1 - AVRO Mapping

Learn how to use AVRO mapping to map data to columns inside tables upon ingestion.

Use AVRO mapping to map incoming data to columns inside tables when your ingestion source file is in AVRO format.

Each AVRO mapping element must contain either of the following optional properties:

PropertyTypeDescription
FieldstringName of the field in the AVRO record.
PathstringIf the value starts with $, it’s treated as the path to the field in the AVRO document. This path specifies the part of the AVRO document that becomes the content of the column in the table. The path that denotes the entire AVRO record is $. If the value doesn’t start with $, it’s treated as a constant value.
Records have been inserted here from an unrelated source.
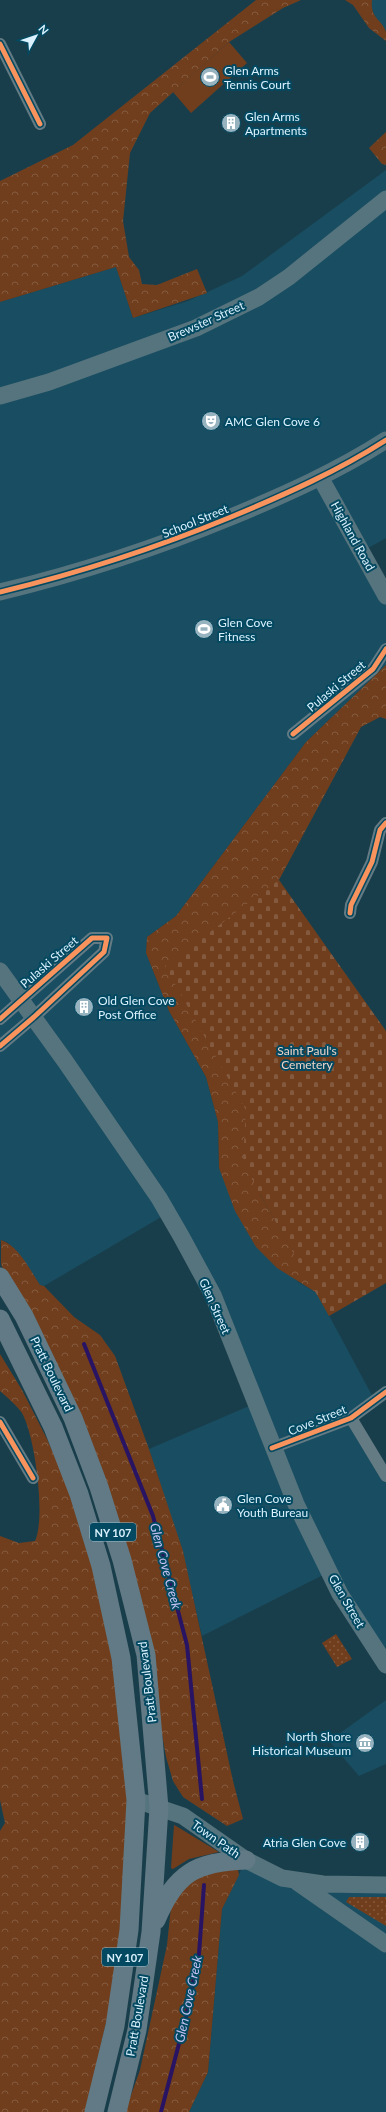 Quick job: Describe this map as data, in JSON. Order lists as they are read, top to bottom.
{
  "streets": {
    "main road": [
      "Brewster Street",
      "School Street",
      "Highland Road",
      "Glen Street",
      "Pratt Boulevard",
      "NY 107",
      "Town Path"
    ],
    "street": ["Pulaski Street", "Cove Street"]
  },
  "crossings": [
    ["School Street", "Highland Road"],
    ["Pulaski Street", "Glen Street"],
    ["Glen Street", "Cove Street"],
    ["Pratt Boulevard", "Town Path"]
  ],
  "water": ["Glen Cove Creek"],
  "parks": ["Saint Paul's Cemetery"],
  "places": {
    "sports": ["Glen Arms Tennis Court", "Glen Cove Fitness"],
    "building": ["Glen Arms Apartments", "Old Glen Cove Post Office", "Atria Glen Cove"],
    "theatre": ["AMC Glen Cove 6"],
    "public building": ["Glen Cove Youth Bureau"],
    "museum": ["North Shore Historical Museum"]
  },
  "north": "top right"
} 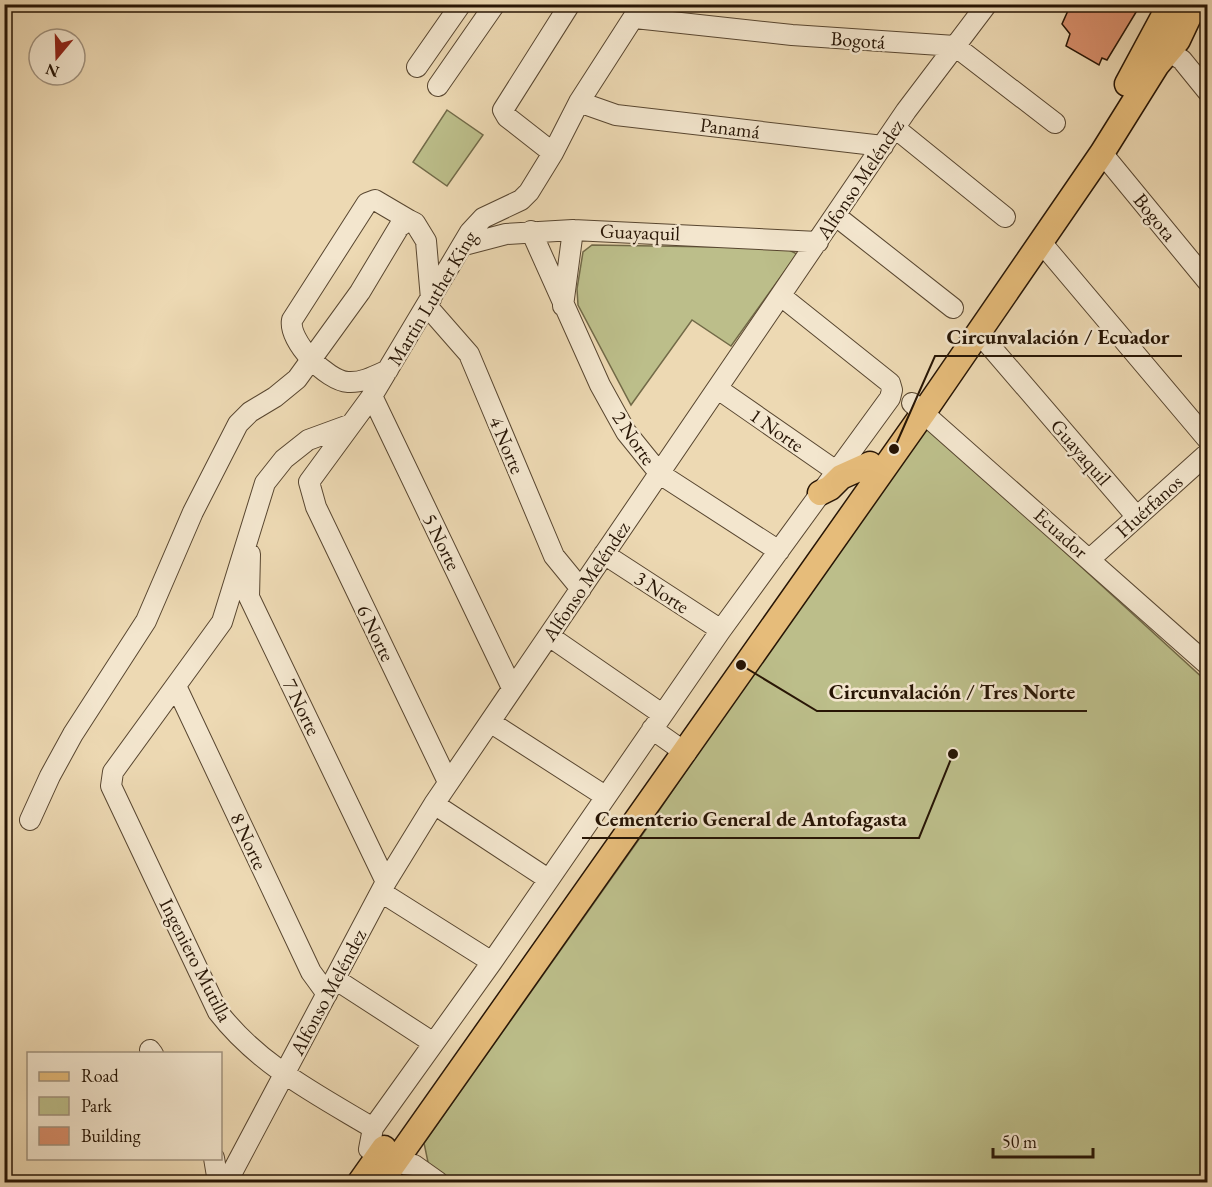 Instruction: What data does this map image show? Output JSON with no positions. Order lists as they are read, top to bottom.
{
  "streets": {
    "street": [
      "Bogotá",
      "Panamá",
      "Alfonso Meléndez",
      "Bogota",
      "Guayaquil",
      "Martin Luther King",
      "1 Norte",
      "2 Norte",
      "4 Norte",
      "Huérfanos",
      "Ecuador",
      "5 Norte",
      "3 Norte",
      "6 Norte",
      "7 Norte",
      "8 Norte",
      "Ingeniero Mutilla"
    ]
  },
  "crossings": [
    ["Bogotá", "Alfonso Meléndez"],
    ["Bogotá", "Martin Luther King"],
    ["Panamá", "Alfonso Meléndez"],
    ["Panamá", "Martin Luther King"],
    ["Alfonso Meléndez", "Guayaquil"],
    ["Alfonso Meléndez", "1 Norte"],
    ["Alfonso Meléndez", "2 Norte"],
    ["Alfonso Meléndez", "4 Norte"],
    ["Alfonso Meléndez", "Ecuador"],
    ["Alfonso Meléndez", "5 Norte"],
    ["Alfonso Meléndez", "3 Norte"],
    ["Alfonso Meléndez", "6 Norte"],
    ["Alfonso Meléndez", "7 Norte"],
    ["Alfonso Meléndez", "8 Norte"],
    ["Alfonso Meléndez", "Ingeniero Mutilla"],
    ["Guayaquil", "Martin Luther King"],
    ["Guayaquil", "2 Norte"],
    ["Guayaquil", "Huérfanos"],
    ["Martin Luther King", "4 Norte"],
    ["Martin Luther King", "5 Norte"],
    ["Martin Luther King", "6 Norte"],
    ["Huérfanos", "Ecuador"],
    ["8 Norte", "Ingeniero Mutilla"]
  ],
  "places": ["Circunvalación / Ecuador", "Circunvalación / Tres Norte", "Cementerio General de Antofagasta"],
  "legend": ["Road", "Park", "Building"],
  "scale_bar": "50 m",
  "north": "bottom"
} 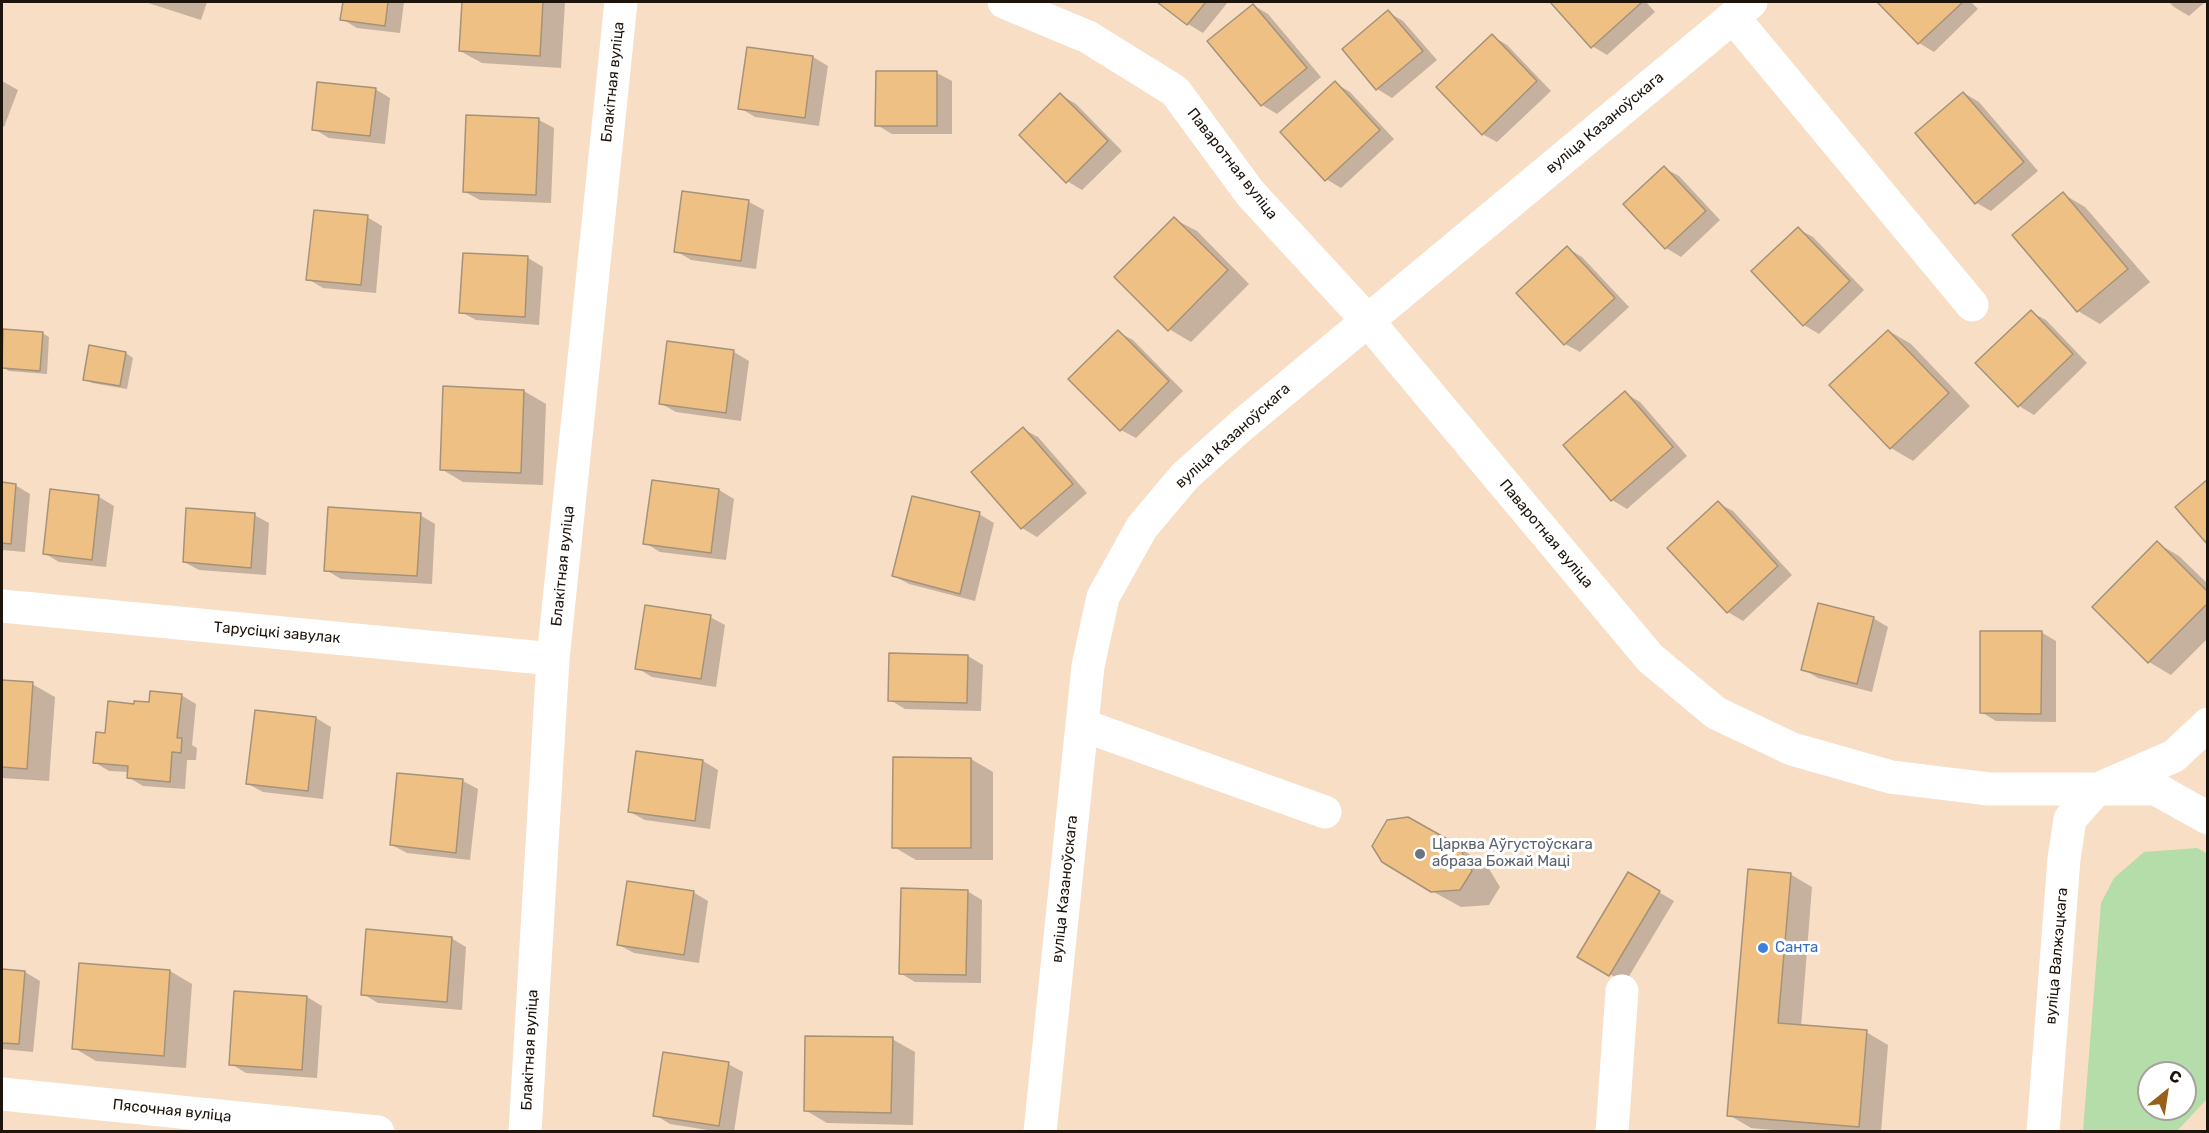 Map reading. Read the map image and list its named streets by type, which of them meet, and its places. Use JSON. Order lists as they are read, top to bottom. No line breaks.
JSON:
{"streets":{"street":["Блакітная вуліца","вуліца Казаноўскага","Паваротная вуліца","Тарусіцкі завулак","вуліца Валжэцкага","Пясочная вуліца"]},"crossings":[["Блакітная вуліца","Тарусіцкі завулак"],["вуліца Казаноўскага","Паваротная вуліца"],["Паваротная вуліца","вуліца Валжэцкага"]],"places":["Царква Аўгустоўскага абраза Божай Маці","Санта"],"north":"top right"}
Paths that include special characters should be escaped as ['Property Name']. For more information, see JSONPath syntax.
ConstValuestringThe constant value to be used for a column instead of some value inside the AVRO file.
TransformstringTransformation that should be applied on the content with mapping transformations.

Examples

JSON serialization

The following example mapping is serialized as a JSON string when provided as part of the .ingest management command.

[
  {"Column": "event_timestamp", "Properties": {"Field": "Timestamp"}},
  {"Column": "event_name",      "Properties": {"Field": "Name"}},
  {"Column": "event_type",      "Properties": {"Field": "Type"}},
  {"Column": "event_time",      "Properties": {"Field": "Timestamp", "Transform": "DateTimeFromUnixMilliseconds"}},
  {"Column": "ingestion_time",  "Properties": {"ConstValue": "2021-01-01T10:32:00"}},
  {"Column": "full_record",     "Properties": {"Path": "$"}}
]

Here the serialized JSON mapping is included in the context of the .ingest management command.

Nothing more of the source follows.